§ **Directions for this task**:
Could you output each line of the data that follows exactly?

________________________________________

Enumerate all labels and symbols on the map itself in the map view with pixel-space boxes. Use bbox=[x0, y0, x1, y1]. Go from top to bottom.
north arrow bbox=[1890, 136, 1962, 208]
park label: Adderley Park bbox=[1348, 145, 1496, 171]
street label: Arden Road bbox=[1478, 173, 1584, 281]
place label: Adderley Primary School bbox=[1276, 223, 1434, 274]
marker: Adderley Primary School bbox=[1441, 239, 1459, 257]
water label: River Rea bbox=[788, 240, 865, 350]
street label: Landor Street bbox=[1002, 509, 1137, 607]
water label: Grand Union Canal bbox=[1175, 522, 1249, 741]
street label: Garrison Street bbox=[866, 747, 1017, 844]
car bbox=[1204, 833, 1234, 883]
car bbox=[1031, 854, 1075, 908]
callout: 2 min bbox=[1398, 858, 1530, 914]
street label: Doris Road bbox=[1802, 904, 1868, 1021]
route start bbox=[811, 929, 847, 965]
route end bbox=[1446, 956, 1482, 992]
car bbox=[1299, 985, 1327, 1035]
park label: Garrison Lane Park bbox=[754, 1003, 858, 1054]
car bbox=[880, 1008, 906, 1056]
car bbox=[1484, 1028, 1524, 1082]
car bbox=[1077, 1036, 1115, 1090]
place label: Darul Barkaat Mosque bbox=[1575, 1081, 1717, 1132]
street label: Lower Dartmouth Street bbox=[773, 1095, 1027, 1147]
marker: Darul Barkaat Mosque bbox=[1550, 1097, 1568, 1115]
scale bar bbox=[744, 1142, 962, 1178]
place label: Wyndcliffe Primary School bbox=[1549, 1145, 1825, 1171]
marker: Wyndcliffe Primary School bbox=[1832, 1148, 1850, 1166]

________________________________________

§ **Reply to the exercise**:
Enumerate all labels and symbols on the map itself in the map view with pixel-space boxes. Use bbox=[x0, y0, x1, y1]. Go from top to bottom.
north arrow bbox=[1890, 136, 1962, 208]
park label: Adderley Park bbox=[1348, 145, 1496, 171]
street label: Arden Road bbox=[1478, 173, 1584, 281]
place label: Adderley Primary School bbox=[1276, 223, 1434, 274]
marker: Adderley Primary School bbox=[1441, 239, 1459, 257]
water label: River Rea bbox=[788, 240, 865, 350]
street label: Landor Street bbox=[1002, 509, 1137, 607]
water label: Grand Union Canal bbox=[1175, 522, 1249, 741]
street label: Garrison Street bbox=[866, 747, 1017, 844]
car bbox=[1204, 833, 1234, 883]
car bbox=[1031, 854, 1075, 908]
callout: 2 min bbox=[1398, 858, 1530, 914]
street label: Doris Road bbox=[1802, 904, 1868, 1021]
route start bbox=[811, 929, 847, 965]
route end bbox=[1446, 956, 1482, 992]
car bbox=[1299, 985, 1327, 1035]
park label: Garrison Lane Park bbox=[754, 1003, 858, 1054]
car bbox=[880, 1008, 906, 1056]
car bbox=[1484, 1028, 1524, 1082]
car bbox=[1077, 1036, 1115, 1090]
place label: Darul Barkaat Mosque bbox=[1575, 1081, 1717, 1132]
street label: Lower Dartmouth Street bbox=[773, 1095, 1027, 1147]
marker: Darul Barkaat Mosque bbox=[1550, 1097, 1568, 1115]
scale bar bbox=[744, 1142, 962, 1178]
place label: Wyndcliffe Primary School bbox=[1549, 1145, 1825, 1171]
marker: Wyndcliffe Primary School bbox=[1832, 1148, 1850, 1166]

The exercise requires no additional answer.